LETTER TO THE EDITOR
Editor:
In a recent article Freer and Scrivani described findings of magnetic susceptibility artifacts of the vertebral column.1 In addition to describing the findings and the source of the artifacts, the authors suggest a spin echo (SE) sequence with short echo time (TE) as the optimal selection for imaging areas affected by this artifact. We have only recently acquired a magnetic resonance imaging scanner* and have encountered numerous patients with susceptibility artifacts. By varying parameters on both patients and cadaver trials, we found that the diagnostic value of the images can be improved. These trials were based on review articles and techniques for artifact reduction.2–4 It is not the purpose of this letter to go into the details of physics or the relationship of various factors. However, as it was not covered in the author's discussion, I think it may be useful to summarize operator-selectable options that may reduce susceptibility artifacts, sometimes sufficiently to salvage an otherwise non-diagnostic study.

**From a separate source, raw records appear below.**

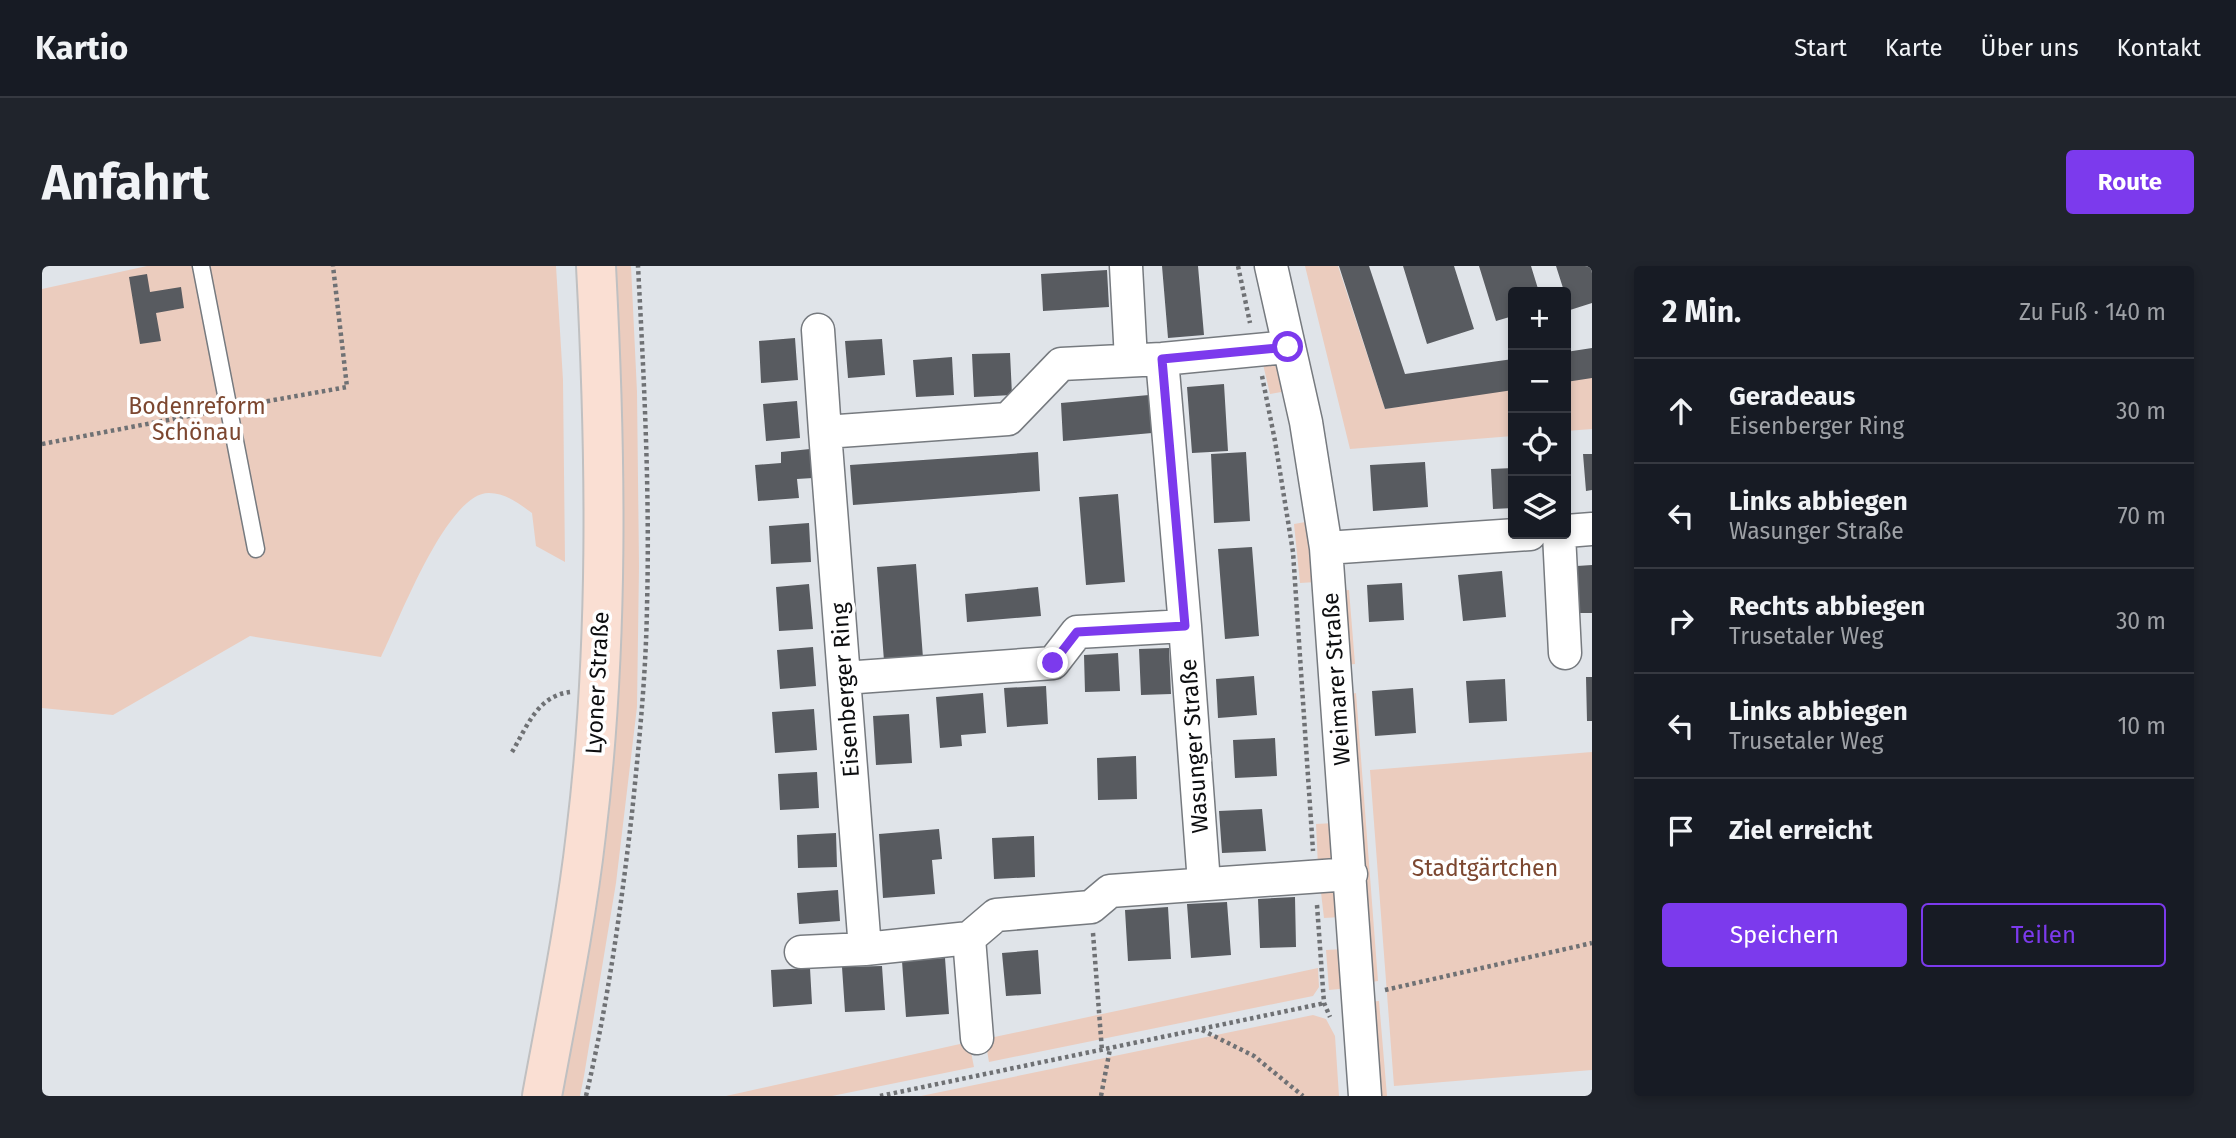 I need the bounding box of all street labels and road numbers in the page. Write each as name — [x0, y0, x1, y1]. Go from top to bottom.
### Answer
street label: Weimarer Straße — [1316, 592, 1356, 766]
street label: Eisenberger Ring — [825, 602, 865, 778]
street label: Lyoner Straße — [579, 611, 615, 755]
street label: Wasunger Straße — [1174, 658, 1214, 834] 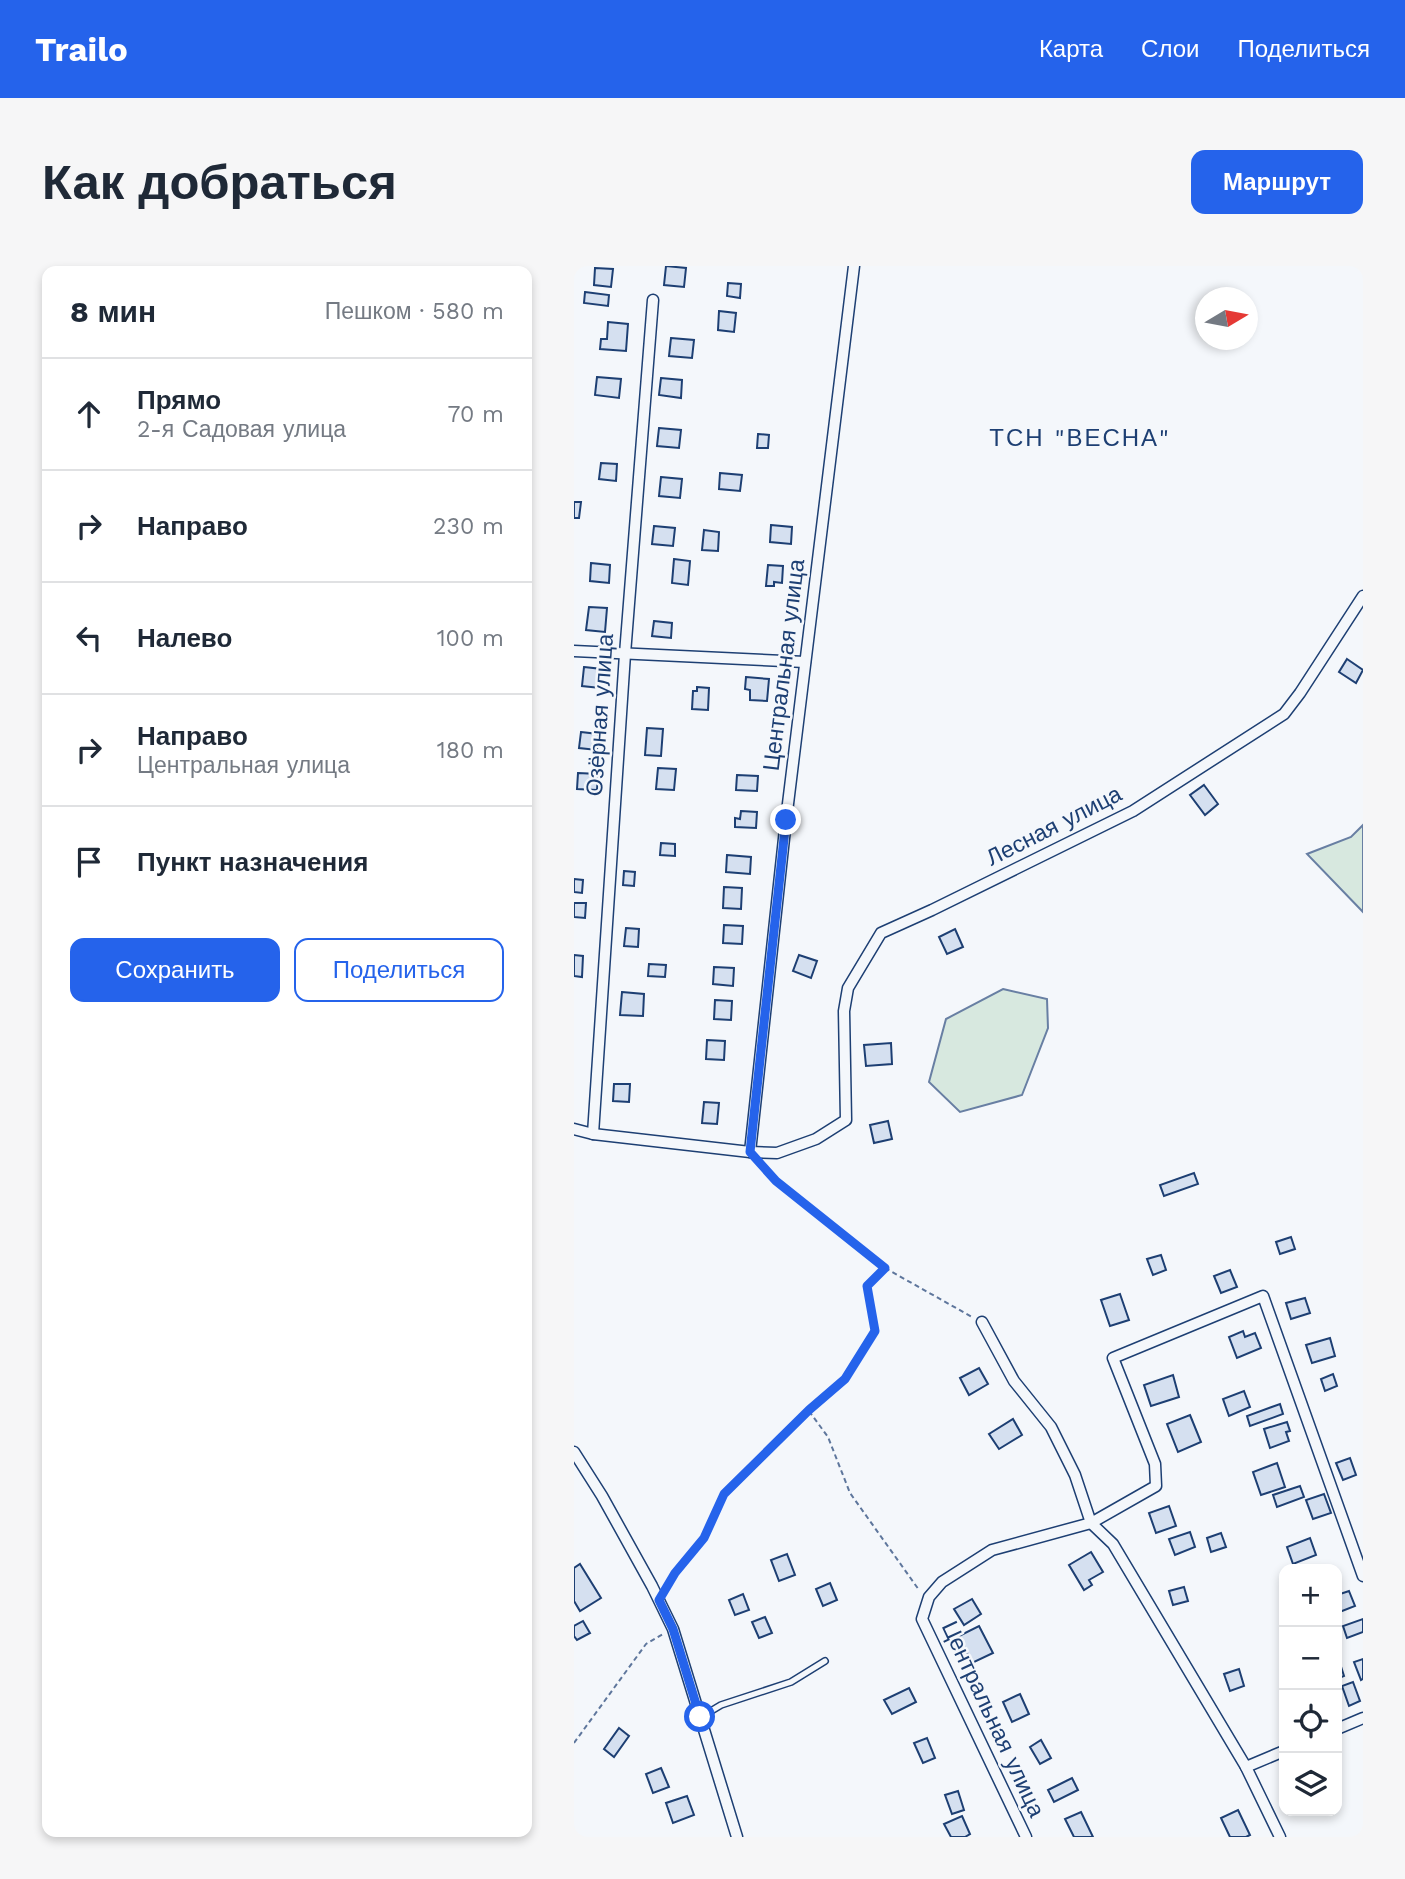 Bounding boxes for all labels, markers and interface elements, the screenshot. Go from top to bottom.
text: Trailo [35,30,128,69]
text: Карта [1039,35,1103,63]
text: Слои [1141,35,1199,63]
text: Поделиться [1237,35,1370,63]
button: Маршрут [1191,150,1363,214]
text: Как добраться [42,153,397,211]
north arrow [1195,287,1258,350]
text: 8 мин [70,294,156,329]
text: Пешком · 580 m [325,298,504,325]
text: Прямо [137,385,221,415]
icon: ahead [70,395,108,433]
text: 70 m [447,401,504,428]
text: 2-я Садовая улица [137,416,346,443]
district label: ТСН "ВЕСНА" [989,424,1171,452]
icon: right [70,507,108,545]
text: Направо [137,511,248,541]
text: 230 m [433,513,504,540]
street label: Центральная улица [758,557,810,772]
icon: left [70,619,108,657]
text: Налево [137,623,232,653]
text: 100 m [437,625,504,652]
street label: Озёрная улица [581,633,619,797]
text: Направо [137,721,248,751]
icon: right [70,731,108,769]
text: 180 m [437,737,504,764]
text: Центральная улица [137,752,350,779]
street label: Лесная улица [982,780,1126,872]
route end [770,804,801,835]
icon: arrive [70,843,108,881]
text: Пункт назначения [137,847,368,877]
button: Сохранить [70,938,280,1002]
button: Поделиться [294,938,504,1002]
map controls [1279,1564,1342,1816]
button: + [1279,1564,1342,1627]
street label: Центральная улица [936,1617,1050,1821]
button: − [1279,1627,1342,1690]
button: locate [1279,1690,1342,1753]
route start [684,1701,715,1732]
button: layers [1279,1753,1342,1816] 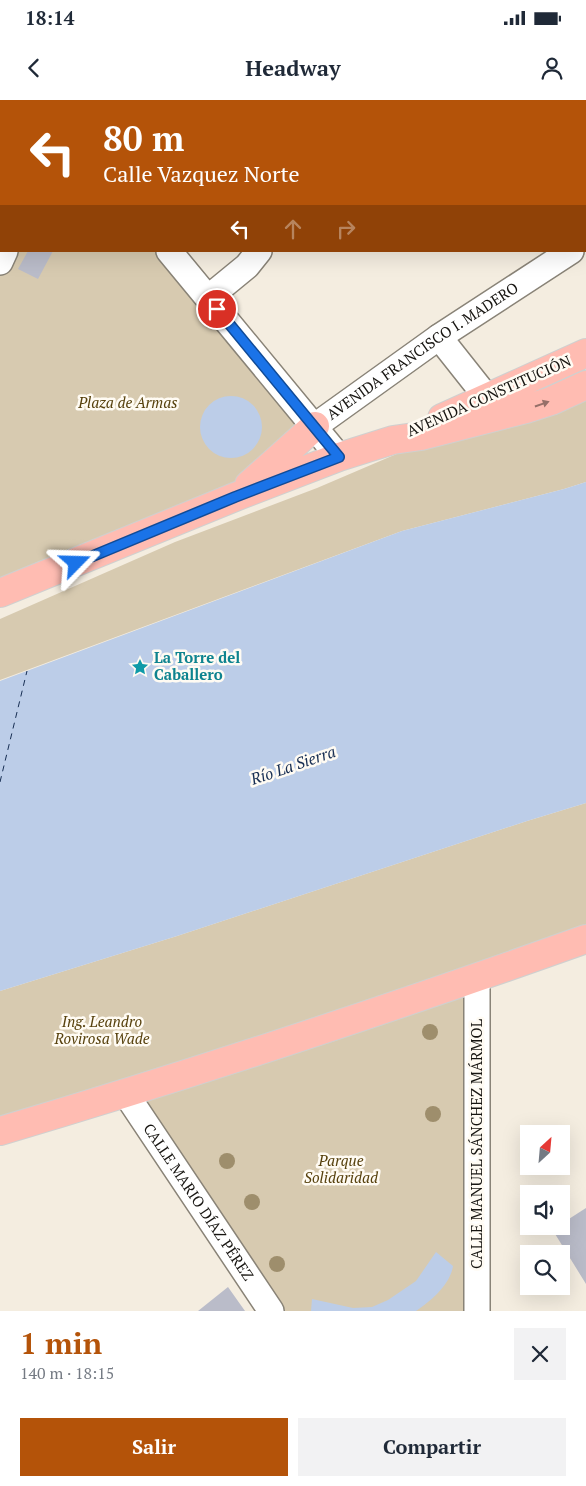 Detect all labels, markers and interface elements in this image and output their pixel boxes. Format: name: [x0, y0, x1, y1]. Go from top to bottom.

After choosing a short TE SE or fast spin echo (FSE) sequence and ensuring that there has been patient-specific shimming of the field, additional measures that can be taken include the following: (1) decreased voxel size: increased matrix, and/or decreased slice thickness, and/or decreased field-of-view; (2) increased receiver bandwidth; and (3) change in the frequency encoding direction. This includes considering changing slice direction.
The first two have the negative effect of reducing the signal to noise ratio. Increasing the number of excitations can be done concurrently to maintain image quality. The resulting increase in time required for acquisition is substantial but can remain manageable by acquiring only the most important slices and use of an FSE technique instead of the typical standard SE for T1-weighted sequences. The FSE sequence will often decrease the artifact due to the multiple 180° refocusing pulses. The increased acquisition time might lead to problems with motion artifacts, but this has not seemed to be an issue with spine, head, or joint imaging, and options such as respiratory gating can be employed to mitigate these effects if necessary.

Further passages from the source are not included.